Did not anyone tell Valerie of the adage “What goes around, comes around?’’ .

Ms Trierweiler, 48,  had been having an affair with Hollande since the mid 2000s, but only moved into the Elysees Palace as France’s First Lady in 2012 following his election as French president. He reputedly was having an affair with Trierweiler while living with Segolene Royale, and when she confronted him about  the affair while campaigning for President, he refused to give up the mistress.  So Segolene  ended the relationship.  (All this happened under the radar of political campaigning.)

Royale lost to Sarkozy, but in a trick of fate, her cheating man, Hollande was the one to be elected president five years  later.

Monsieur President Hollande, an ordinary-looking French fellow,  is the first president not to be married in office; the first president to take his live-in girlfriend into the Palace as First Lady living in a de facto relationship.  And now as the worm turns, it seems Ms Gayet, at 41 years of age, has won his heart and Hollande is the first president not to deny the affair, but to plead for his right to “la vie privee’’.

In her epilogue  Marilyn Yalom provides insight into tolerance of infidelity where she explains that  French myths and literature are filled with iconic sexually vibrant women – mistresses such as Diane de Poitiers, lovers such as George Sand, distressed wives such as Madame Vovary, and experimental women such as Simone de Beauvoir, Colette and Madame de Stael.

As for men, there is hardly one hero who has not indulged in illicit sex or extramarital affairs, beginning with Abilard, the kings, francois 1, Henri II, Henri IV, Louis XIV and Louis VXI.  Every French schoolkid will know the famous mistresses of the Louis kings.  And into contemporary times, French presidents have certainly become “virile models”, none more so than Francois Mitterand.

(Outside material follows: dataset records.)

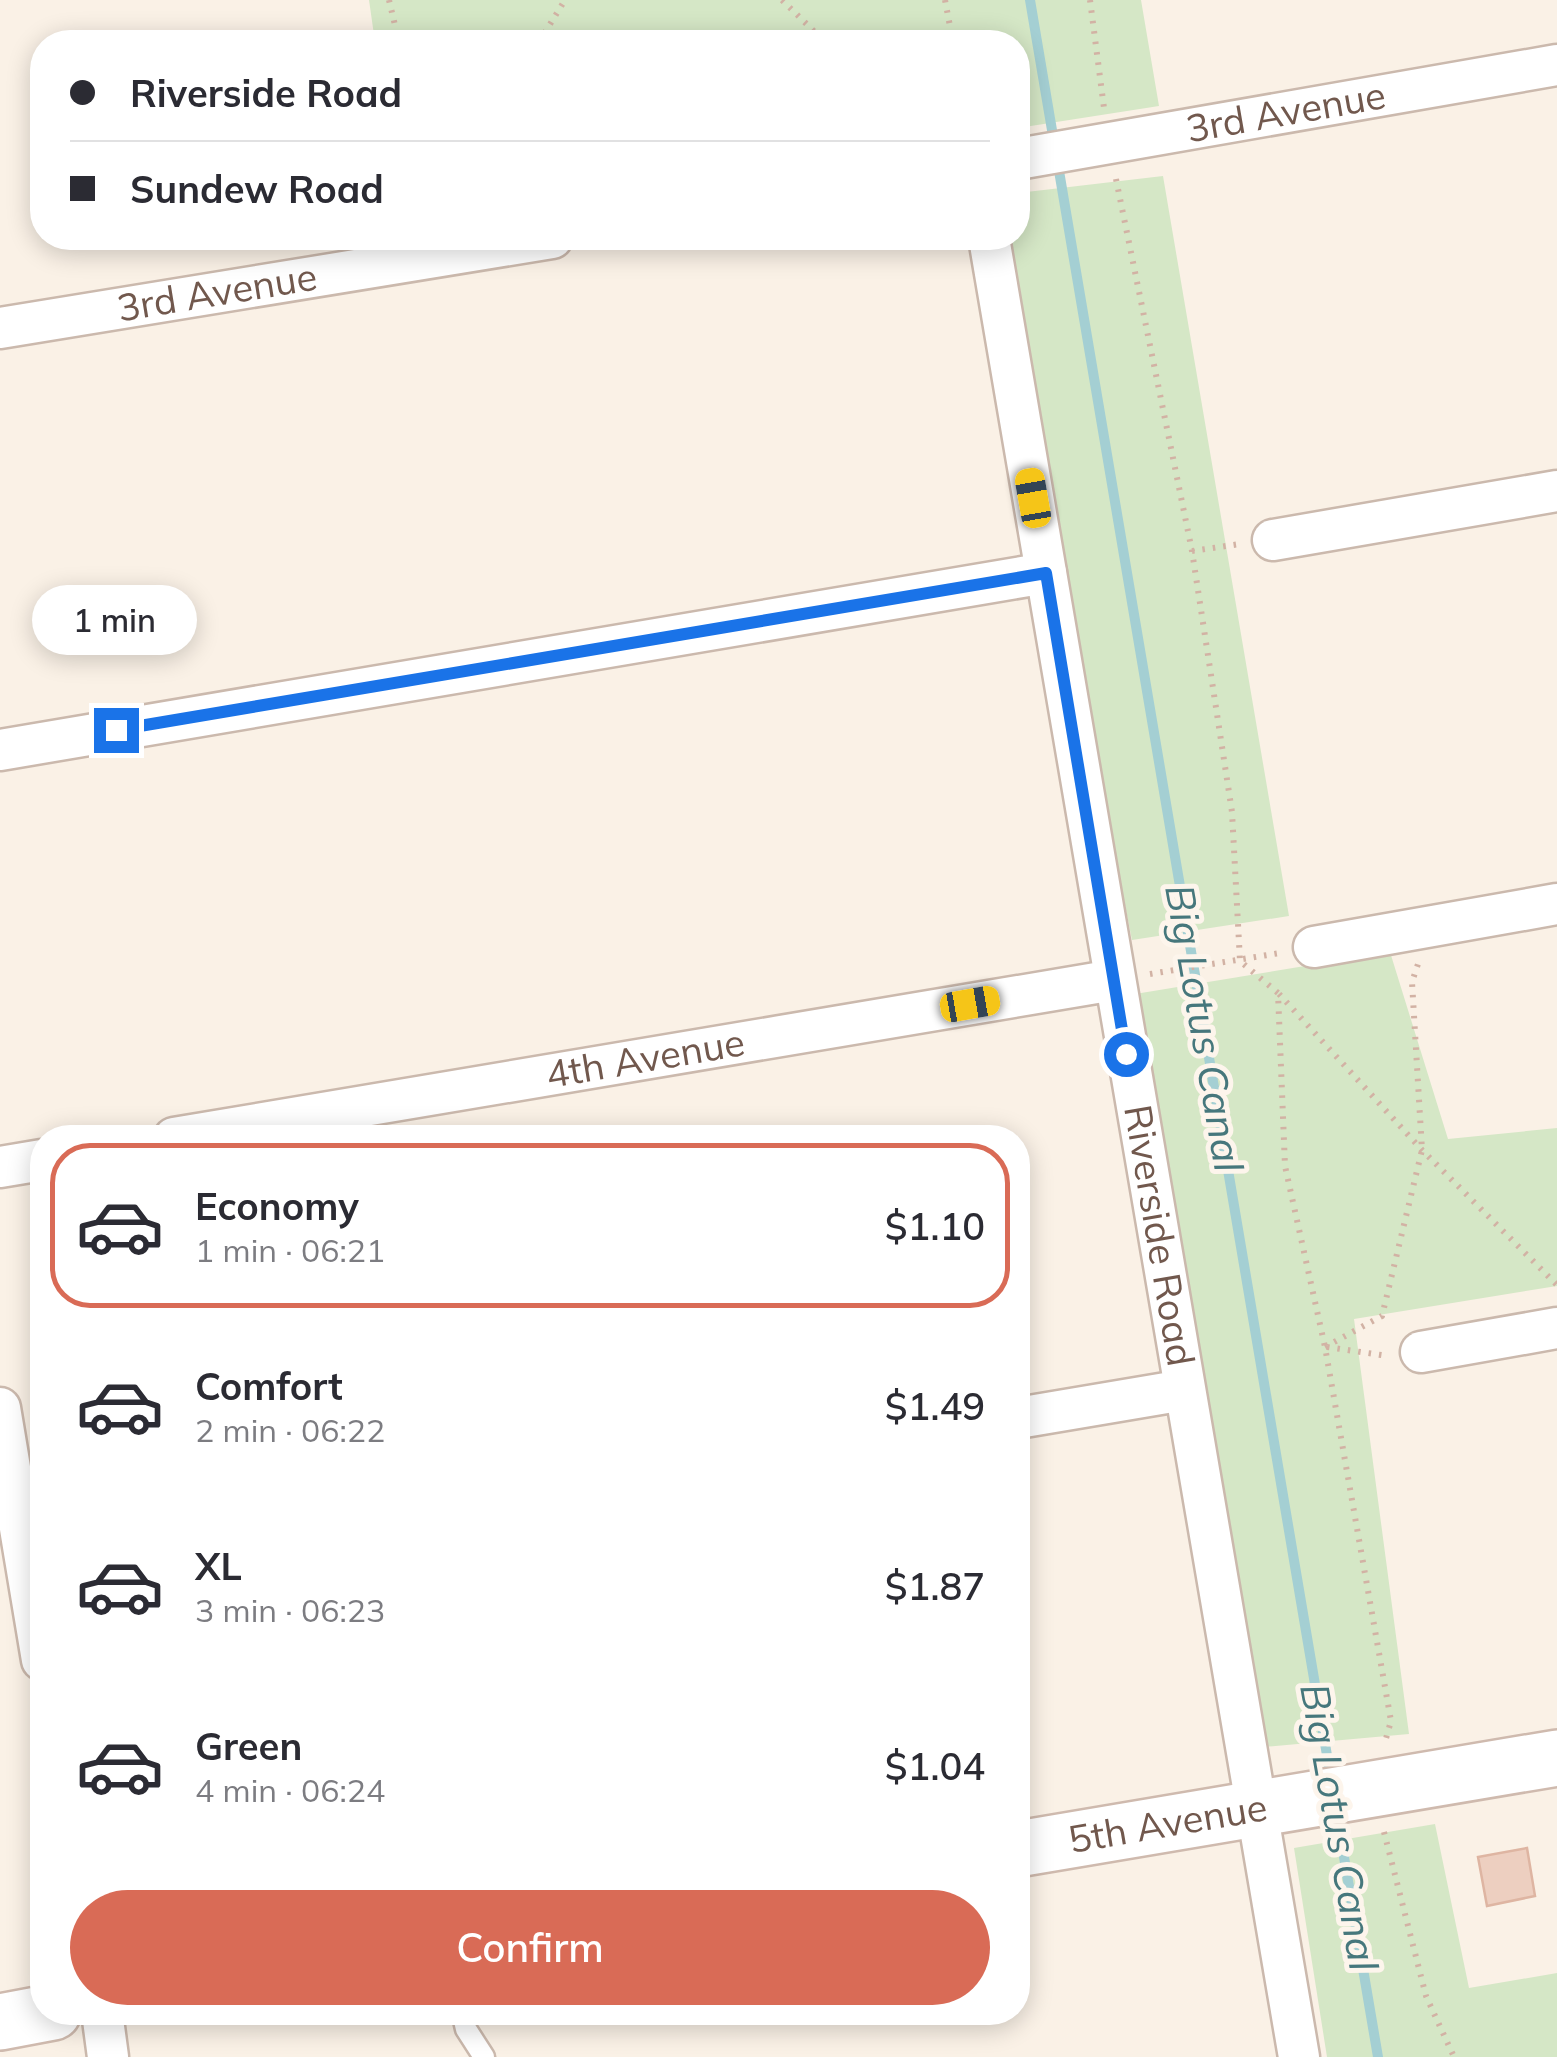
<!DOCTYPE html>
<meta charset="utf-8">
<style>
:root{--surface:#fff;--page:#f2f2f3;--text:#2b2b33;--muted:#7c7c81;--line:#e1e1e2;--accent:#d96b56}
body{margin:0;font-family:Mulish,sans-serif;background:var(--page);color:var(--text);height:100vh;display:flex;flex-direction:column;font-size:38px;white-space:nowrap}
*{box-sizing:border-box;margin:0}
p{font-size:32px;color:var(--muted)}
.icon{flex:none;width:55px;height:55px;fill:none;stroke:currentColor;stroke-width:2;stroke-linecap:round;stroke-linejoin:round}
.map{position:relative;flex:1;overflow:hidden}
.sheet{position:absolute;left:30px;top:1125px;width:1000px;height:900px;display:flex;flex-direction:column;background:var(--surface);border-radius:40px;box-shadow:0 5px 25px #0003}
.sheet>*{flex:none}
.guide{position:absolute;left:30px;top:30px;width:1000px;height:220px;border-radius:40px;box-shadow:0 5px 25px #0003;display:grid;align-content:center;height:220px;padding:0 40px;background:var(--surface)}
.end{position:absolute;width:45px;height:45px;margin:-22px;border:12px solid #1a73e8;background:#fff;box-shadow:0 0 0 5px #fff}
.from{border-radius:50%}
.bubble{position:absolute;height:70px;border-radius:35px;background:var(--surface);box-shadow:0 5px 25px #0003;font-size:32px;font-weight:600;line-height:70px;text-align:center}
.car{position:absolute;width:30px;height:60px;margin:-30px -15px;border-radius:12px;box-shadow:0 0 8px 2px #0007;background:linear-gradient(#f5c518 24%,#345 0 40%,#f5c518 0 76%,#345 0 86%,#f5c518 0)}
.guide b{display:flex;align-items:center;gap:35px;height:95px;font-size:38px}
.guide b+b{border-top:2px solid var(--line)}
.guide i{width:25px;height:25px;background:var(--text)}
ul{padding:18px 0 0;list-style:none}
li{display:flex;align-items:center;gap:30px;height:165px;margin:0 20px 15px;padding:0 20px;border:5px solid transparent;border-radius:40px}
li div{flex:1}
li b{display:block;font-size:38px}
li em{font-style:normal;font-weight:600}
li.active{border-color:var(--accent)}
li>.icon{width:90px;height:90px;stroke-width:1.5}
.action{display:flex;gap:20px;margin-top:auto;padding:20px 40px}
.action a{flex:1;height:115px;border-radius:60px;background:var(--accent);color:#fff;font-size:40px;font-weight:600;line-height:115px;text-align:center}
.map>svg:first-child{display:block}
.green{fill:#d5e7c6}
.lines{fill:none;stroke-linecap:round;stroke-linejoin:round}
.stream{stroke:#a4cfd3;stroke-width:10}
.building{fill:#edcfc0;stroke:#deb5a2;stroke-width:2.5}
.lane-casing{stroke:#cbb9ad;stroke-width:25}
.street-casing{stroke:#cbb9ad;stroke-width:45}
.secondary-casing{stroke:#cfbaae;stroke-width:60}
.path{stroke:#d2b2a4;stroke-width:6;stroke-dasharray:2.5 8;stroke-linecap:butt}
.lane{stroke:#fff;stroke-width:20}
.street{stroke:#fff;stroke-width:40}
.secondary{stroke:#fff;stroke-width:55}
.route{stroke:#1a73e8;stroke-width:12}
.labels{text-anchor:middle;stroke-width:10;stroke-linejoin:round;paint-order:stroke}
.street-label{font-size:38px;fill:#71584d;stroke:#fdf5ec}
.water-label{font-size:40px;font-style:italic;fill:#46777c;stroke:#fdf5ec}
</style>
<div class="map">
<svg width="1557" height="2057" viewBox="0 0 1557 2057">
<rect width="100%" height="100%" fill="#faf1e6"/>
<!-- green -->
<path class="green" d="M369 0H1141L1159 106 1018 128V42H375Z
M1163 176 1289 916 1132 940 990 238H1018V193Z
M1390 952 1448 1139 1557 1128V1286L1354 1319 1409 1734 1263 1747 1135 994Z
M1435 1824 1469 1988 1557 1973V2057H1327L1294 1848Z"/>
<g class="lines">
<!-- stream -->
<path class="stream" d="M1030 0 1054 142
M1057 159 1331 1779
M1336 1810 1378 2057"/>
</g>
<!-- building -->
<path class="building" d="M1527 1848 1535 1896 1487 1906 1478 1857Z"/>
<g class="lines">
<!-- lane casing -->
<g class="lane-casing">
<path id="lane" d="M462 2012 466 2029 484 2057"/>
</g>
<!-- street casing -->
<g class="street-casing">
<g id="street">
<path id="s1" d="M1018 159 1557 65"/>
<path id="s2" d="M989 238 1299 2057"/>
<path id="s3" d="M0 328 552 238"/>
<path d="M1273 540 1557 491"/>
<path d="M0 750 1046 573"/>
<path d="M1314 947 1557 904"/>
<path id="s4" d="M174 1138 1114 980"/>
<path d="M0 1167 42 1160"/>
<path d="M1421 1352 1557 1328"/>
<path d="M0 1408 42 1660"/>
<path d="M1018 1418 1184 1390"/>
<path d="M102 2012 108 2057"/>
</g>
</g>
<!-- secondary casing -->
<g class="secondary-casing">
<g id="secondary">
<path id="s5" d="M1018 1849 1557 1758"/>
<path d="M0 2022 53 2012"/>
</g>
</g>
<!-- path -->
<path class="path" d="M389 0 399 42
M782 0 825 42
M945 0 953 42
M1090 0 1104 108
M539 42 565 0
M1116 179 1192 551 1232 812 1240 961 1278 993 1285 1166 1325 1347 1391 1721 1385 1742
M1192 551 1240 544
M1150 974 1280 953
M1279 994 1422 1150 1557 1285
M1325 1347 1382 1316 1422 1150 1412 982 1418 964
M1327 1347 1388 1356
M1384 1832 1426 1996 1454 2057"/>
<!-- lane -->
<use href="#lane" class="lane"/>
<!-- street -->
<use href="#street" class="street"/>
<!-- secondary -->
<use href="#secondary" class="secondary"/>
</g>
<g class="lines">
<!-- route -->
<path class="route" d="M116 730 1046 573 1126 1054"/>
</g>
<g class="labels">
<!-- street labels -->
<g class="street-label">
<text dy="13" stroke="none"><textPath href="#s1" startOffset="272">3rd Avenue</textPath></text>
<text dy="13" stroke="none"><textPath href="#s3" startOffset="220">3rd Avenue</textPath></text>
<text dy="13" stroke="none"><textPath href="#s4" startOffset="478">4th Avenue</textPath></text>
<text dy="13" stroke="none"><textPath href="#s2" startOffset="1012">Riverside Road</textPath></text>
<text dy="13" stroke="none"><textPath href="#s5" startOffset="152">5th Avenue</textPath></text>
</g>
<!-- water labels -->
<g class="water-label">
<text transform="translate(1204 1028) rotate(80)" y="14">Big Lotus Canal</text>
<text transform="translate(1339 1827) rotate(80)" y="14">Big Lotus Canal</text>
</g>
</g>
</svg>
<i class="end from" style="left:1126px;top:1054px"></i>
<i class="end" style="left:116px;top:730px"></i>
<div class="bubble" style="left:32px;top:585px;width:165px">1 min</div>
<i class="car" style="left:1033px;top:498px;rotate:350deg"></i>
<i class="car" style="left:970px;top:1004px;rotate:80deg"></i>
<div class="guide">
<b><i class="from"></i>Riverside Road</b>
<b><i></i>Sundew Road</b>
</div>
<section class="sheet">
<ul>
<li class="active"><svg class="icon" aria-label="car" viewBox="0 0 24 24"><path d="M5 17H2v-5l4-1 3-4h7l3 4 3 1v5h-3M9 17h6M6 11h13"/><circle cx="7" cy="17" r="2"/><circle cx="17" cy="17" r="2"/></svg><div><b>Economy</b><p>1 min · 06:21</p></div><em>$1.10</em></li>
<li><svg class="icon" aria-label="car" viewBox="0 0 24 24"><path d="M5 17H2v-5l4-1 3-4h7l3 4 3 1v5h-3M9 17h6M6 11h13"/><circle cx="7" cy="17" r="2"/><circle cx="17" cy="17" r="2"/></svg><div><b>Comfort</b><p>2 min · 06:22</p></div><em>$1.49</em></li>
<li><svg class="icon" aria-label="car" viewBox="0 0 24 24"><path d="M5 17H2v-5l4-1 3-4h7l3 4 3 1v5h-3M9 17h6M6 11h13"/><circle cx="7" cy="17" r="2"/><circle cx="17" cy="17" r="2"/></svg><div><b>XL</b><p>3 min · 06:23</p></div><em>$1.87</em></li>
<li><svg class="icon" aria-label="car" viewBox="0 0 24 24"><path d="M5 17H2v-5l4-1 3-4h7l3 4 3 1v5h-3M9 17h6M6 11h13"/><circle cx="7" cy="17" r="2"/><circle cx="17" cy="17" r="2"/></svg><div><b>Green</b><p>4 min · 06:24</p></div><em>$1.04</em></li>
</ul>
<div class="action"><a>Confirm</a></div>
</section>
</div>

Perhaps it has something to do with the same Christian names.

It is unlikely the  deeply unpopular president will suffer any long term consequences.  One newspaper snap poll reveals that 77 per cent of the French people have not changed their view of Hollande because of the scandal.  Another French newspaper is even suggesting that people will now hold Hollande in higher esteem because he has been proven to be the “vrai’’ (real) president by taking a mistress in such a bold manner.  And it is engaging its public by holding a survey to find out.

As for the First Lady?  The French  people would be delighted if he gave Valerie Trierweiler her marching orders out of the Elysees Palace.  If a defining feature of love A La francaise is its forthright insistence on  “carnal satisfaction’’ then Hollande will cling to his new-found love, refusing once more to give up his next mistress, the actress/comedien, Julie Gayet.